**** Study material ****

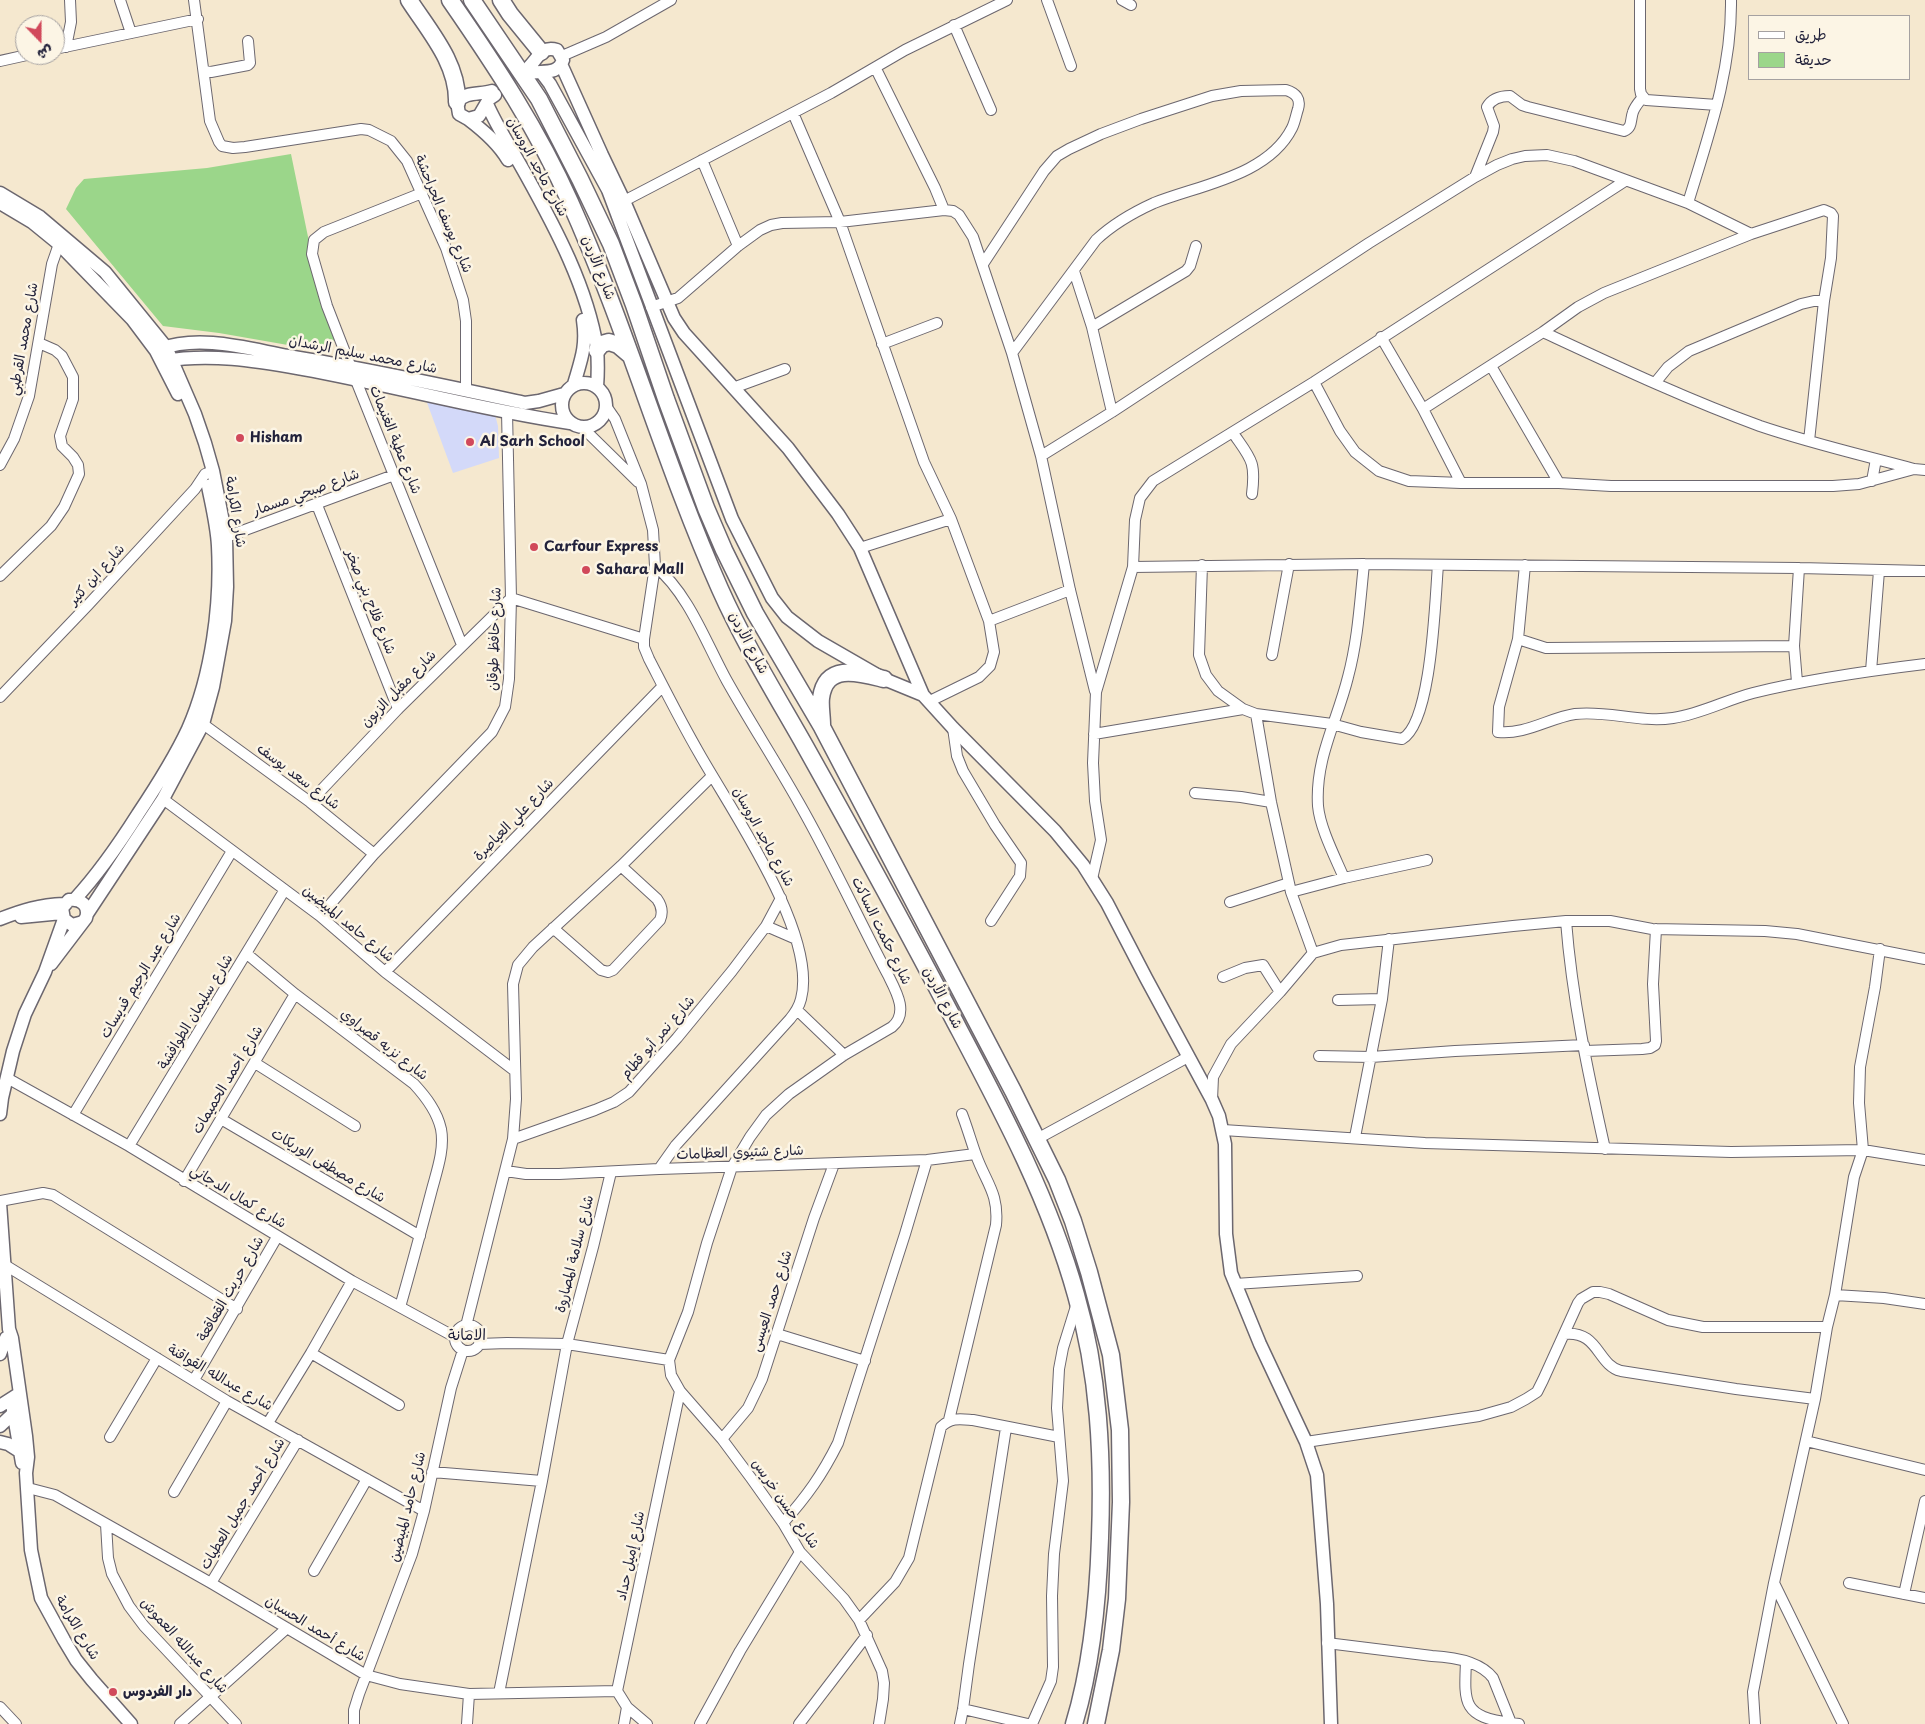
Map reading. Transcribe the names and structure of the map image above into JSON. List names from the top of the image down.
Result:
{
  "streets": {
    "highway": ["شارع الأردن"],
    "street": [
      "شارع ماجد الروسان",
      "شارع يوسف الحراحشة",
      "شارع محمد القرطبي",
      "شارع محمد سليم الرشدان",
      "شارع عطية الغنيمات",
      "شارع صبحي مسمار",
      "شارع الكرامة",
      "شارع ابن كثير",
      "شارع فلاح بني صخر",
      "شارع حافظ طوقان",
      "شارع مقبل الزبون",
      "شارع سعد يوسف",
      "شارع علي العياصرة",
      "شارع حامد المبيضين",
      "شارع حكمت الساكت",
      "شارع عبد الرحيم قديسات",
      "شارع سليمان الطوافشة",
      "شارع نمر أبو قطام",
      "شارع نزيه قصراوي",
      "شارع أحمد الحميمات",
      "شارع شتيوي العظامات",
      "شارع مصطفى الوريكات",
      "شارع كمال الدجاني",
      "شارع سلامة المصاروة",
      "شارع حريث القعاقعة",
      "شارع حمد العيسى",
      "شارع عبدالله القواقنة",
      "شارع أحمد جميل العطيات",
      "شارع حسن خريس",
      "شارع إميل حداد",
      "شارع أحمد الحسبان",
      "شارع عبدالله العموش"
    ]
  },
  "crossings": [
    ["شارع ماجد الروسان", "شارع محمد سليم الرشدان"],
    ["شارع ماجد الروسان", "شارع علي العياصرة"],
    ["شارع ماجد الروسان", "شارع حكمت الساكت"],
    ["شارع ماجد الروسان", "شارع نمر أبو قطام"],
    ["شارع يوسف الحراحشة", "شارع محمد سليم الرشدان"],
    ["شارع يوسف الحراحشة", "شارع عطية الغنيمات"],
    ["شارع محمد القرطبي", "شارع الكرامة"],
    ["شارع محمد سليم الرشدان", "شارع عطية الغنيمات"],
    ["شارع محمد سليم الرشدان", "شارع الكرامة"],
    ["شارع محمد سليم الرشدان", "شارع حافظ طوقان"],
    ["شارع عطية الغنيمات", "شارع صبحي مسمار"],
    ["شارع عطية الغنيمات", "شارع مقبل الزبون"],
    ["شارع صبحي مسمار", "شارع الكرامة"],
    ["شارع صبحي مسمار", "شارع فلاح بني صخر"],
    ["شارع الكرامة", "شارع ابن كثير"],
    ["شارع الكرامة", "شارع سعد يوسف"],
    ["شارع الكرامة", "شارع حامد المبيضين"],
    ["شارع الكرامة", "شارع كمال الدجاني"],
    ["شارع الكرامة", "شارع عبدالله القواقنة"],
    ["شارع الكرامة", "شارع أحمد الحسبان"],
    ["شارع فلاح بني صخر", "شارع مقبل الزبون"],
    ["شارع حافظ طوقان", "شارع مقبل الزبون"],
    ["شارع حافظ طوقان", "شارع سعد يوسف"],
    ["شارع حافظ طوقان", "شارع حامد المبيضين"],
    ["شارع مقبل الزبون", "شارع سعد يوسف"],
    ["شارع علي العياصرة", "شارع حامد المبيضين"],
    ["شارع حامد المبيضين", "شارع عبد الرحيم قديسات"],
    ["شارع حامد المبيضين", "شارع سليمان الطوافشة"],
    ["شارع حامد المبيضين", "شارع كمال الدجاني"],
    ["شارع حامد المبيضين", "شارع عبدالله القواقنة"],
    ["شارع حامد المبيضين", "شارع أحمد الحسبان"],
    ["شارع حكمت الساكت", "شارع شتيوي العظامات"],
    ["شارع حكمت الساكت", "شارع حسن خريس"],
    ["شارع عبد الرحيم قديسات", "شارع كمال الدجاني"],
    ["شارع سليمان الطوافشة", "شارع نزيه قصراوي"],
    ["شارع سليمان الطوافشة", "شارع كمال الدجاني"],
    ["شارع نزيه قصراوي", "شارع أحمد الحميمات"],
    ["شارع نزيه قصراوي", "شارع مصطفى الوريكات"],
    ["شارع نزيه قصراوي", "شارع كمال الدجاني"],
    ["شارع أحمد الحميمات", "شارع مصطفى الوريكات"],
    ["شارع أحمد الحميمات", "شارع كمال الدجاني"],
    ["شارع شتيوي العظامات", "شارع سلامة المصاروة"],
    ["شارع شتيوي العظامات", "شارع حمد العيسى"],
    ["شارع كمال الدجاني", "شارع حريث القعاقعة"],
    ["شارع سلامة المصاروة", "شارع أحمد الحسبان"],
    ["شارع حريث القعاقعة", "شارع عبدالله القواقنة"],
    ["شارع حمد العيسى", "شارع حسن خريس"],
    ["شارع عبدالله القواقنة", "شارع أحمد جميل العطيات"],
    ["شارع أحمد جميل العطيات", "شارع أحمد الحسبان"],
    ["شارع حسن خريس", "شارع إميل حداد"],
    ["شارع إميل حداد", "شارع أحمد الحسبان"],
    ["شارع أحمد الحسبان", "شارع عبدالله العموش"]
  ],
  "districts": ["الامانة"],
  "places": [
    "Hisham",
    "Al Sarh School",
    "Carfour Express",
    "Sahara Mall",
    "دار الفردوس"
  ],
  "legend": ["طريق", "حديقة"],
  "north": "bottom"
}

****

▶ **Task directions**:
Exclude images. Return the data above verbatim.

▶ **Reply**:
Map reading. Transcribe the names and structure of the map image above into JSON. List names from the top of the image down.
Result:
{
  "streets": {
    "highway": ["شارع الأردن"],
    "street": [
      "شارع ماجد الروسان",
      "شارع يوسف الحراحشة",
      "شارع محمد القرطبي",
      "شارع محمد سليم الرشدان",
      "شارع عطية الغنيمات",
      "شارع صبحي مسمار",
      "شارع الكرامة",
      "شارع ابن كثير",
      "شارع فلاح بني صخر",
      "شارع حافظ طوقان",
      "شارع مقبل الزبون",
      "شارع سعد يوسف",
      "شارع علي العياصرة",
      "شارع حامد المبيضين",
      "شارع حكمت الساكت",
      "شارع عبد الرحيم قديسات",
      "شارع سليمان الطوافشة",
      "شارع نمر أبو قطام",
      "شارع نزيه قصراوي",
      "شارع أحمد الحميمات",
      "شارع شتيوي العظامات",
      "شارع مصطفى الوريكات",
      "شارع كمال الدجاني",
      "شارع سلامة المصاروة",
      "شارع حريث القعاقعة",
      "شارع حمد العيسى",
      "شارع عبدالله القواقنة",
      "شارع أحمد جميل العطيات",
      "شارع حسن خريس",
      "شارع إميل حداد",
      "شارع أحمد الحسبان",
      "شارع عبدالله العموش"
    ]
  },
  "crossings": [
    ["شارع ماجد الروسان", "شارع محمد سليم الرشدان"],
    ["شارع ماجد الروسان", "شارع علي العياصرة"],
    ["شارع ماجد الروسان", "شارع حكمت الساكت"],
    ["شارع ماجد الروسان", "شارع نمر أبو قطام"],
    ["شارع يوسف الحراحشة", "شارع محمد سليم الرشدان"],
    ["شارع يوسف الحراحشة", "شارع عطية الغنيمات"],
    ["شارع محمد القرطبي", "شارع الكرامة"],
    ["شارع محمد سليم الرشدان", "شارع عطية الغنيمات"],
    ["شارع محمد سليم الرشدان", "شارع الكرامة"],
    ["شارع محمد سليم الرشدان", "شارع حافظ طوقان"],
    ["شارع عطية الغنيمات", "شارع صبحي مسمار"],
    ["شارع عطية الغنيمات", "شارع مقبل الزبون"],
    ["شارع صبحي مسمار", "شارع الكرامة"],
    ["شارع صبحي مسمار", "شارع فلاح بني صخر"],
    ["شارع الكرامة", "شارع ابن كثير"],
    ["شارع الكرامة", "شارع سعد يوسف"],
    ["شارع الكرامة", "شارع حامد المبيضين"],
    ["شارع الكرامة", "شارع كمال الدجاني"],
    ["شارع الكرامة", "شارع عبدالله القواقنة"],
    ["شارع الكرامة", "شارع أحمد الحسبان"],
    ["شارع فلاح بني صخر", "شارع مقبل الزبون"],
    ["شارع حافظ طوقان", "شارع مقبل الزبون"],
    ["شارع حافظ طوقان", "شارع سعد يوسف"],
    ["شارع حافظ طوقان", "شارع حامد المبيضين"],
    ["شارع مقبل الزبون", "شارع سعد يوسف"],
    ["شارع علي العياصرة", "شارع حامد المبيضين"],
    ["شارع حامد المبيضين", "شارع عبد الرحيم قديسات"],
    ["شارع حامد المبيضين", "شارع سليمان الطوافشة"],
    ["شارع حامد المبيضين", "شارع كمال الدجاني"],
    ["شارع حامد المبيضين", "شارع عبدالله القواقنة"],
    ["شارع حامد المبيضين", "شارع أحمد الحسبان"],
    ["شارع حكمت الساكت", "شارع شتيوي العظامات"],
    ["شارع حكمت الساكت", "شارع حسن خريس"],
    ["شارع عبد الرحيم قديسات", "شارع كمال الدجاني"],
    ["شارع سليمان الطوافشة", "شارع نزيه قصراوي"],
    ["شارع سليمان الطوافشة", "شارع كمال الدجاني"],
    ["شارع نزيه قصراوي", "شارع أحمد الحميمات"],
    ["شارع نزيه قصراوي", "شارع مصطفى الوريكات"],
    ["شارع نزيه قصراوي", "شارع كمال الدجاني"],
    ["شارع أحمد الحميمات", "شارع مصطفى الوريكات"],
    ["شارع أحمد الحميمات", "شارع كمال الدجاني"],
    ["شارع شتيوي العظامات", "شارع سلامة المصاروة"],
    ["شارع شتيوي العظامات", "شارع حمد العيسى"],
    ["شارع كمال الدجاني", "شارع حريث القعاقعة"],
    ["شارع سلامة المصاروة", "شارع أحمد الحسبان"],
    ["شارع حريث القعاقعة", "شارع عبدالله القواقنة"],
    ["شارع حمد العيسى", "شارع حسن خريس"],
    ["شارع عبدالله القواقنة", "شارع أحمد جميل العطيات"],
    ["شارع أحمد جميل العطيات", "شارع أحمد الحسبان"],
    ["شارع حسن خريس", "شارع إميل حداد"],
    ["شارع إميل حداد", "شارع أحمد الحسبان"],
    ["شارع أحمد الحسبان", "شارع عبدالله العموش"]
  ],
  "districts": ["الامانة"],
  "places": [
    "Hisham",
    "Al Sarh School",
    "Carfour Express",
    "Sahara Mall",
    "دار الفردوس"
  ],
  "legend": ["طريق", "حديقة"],
  "north": "bottom"
}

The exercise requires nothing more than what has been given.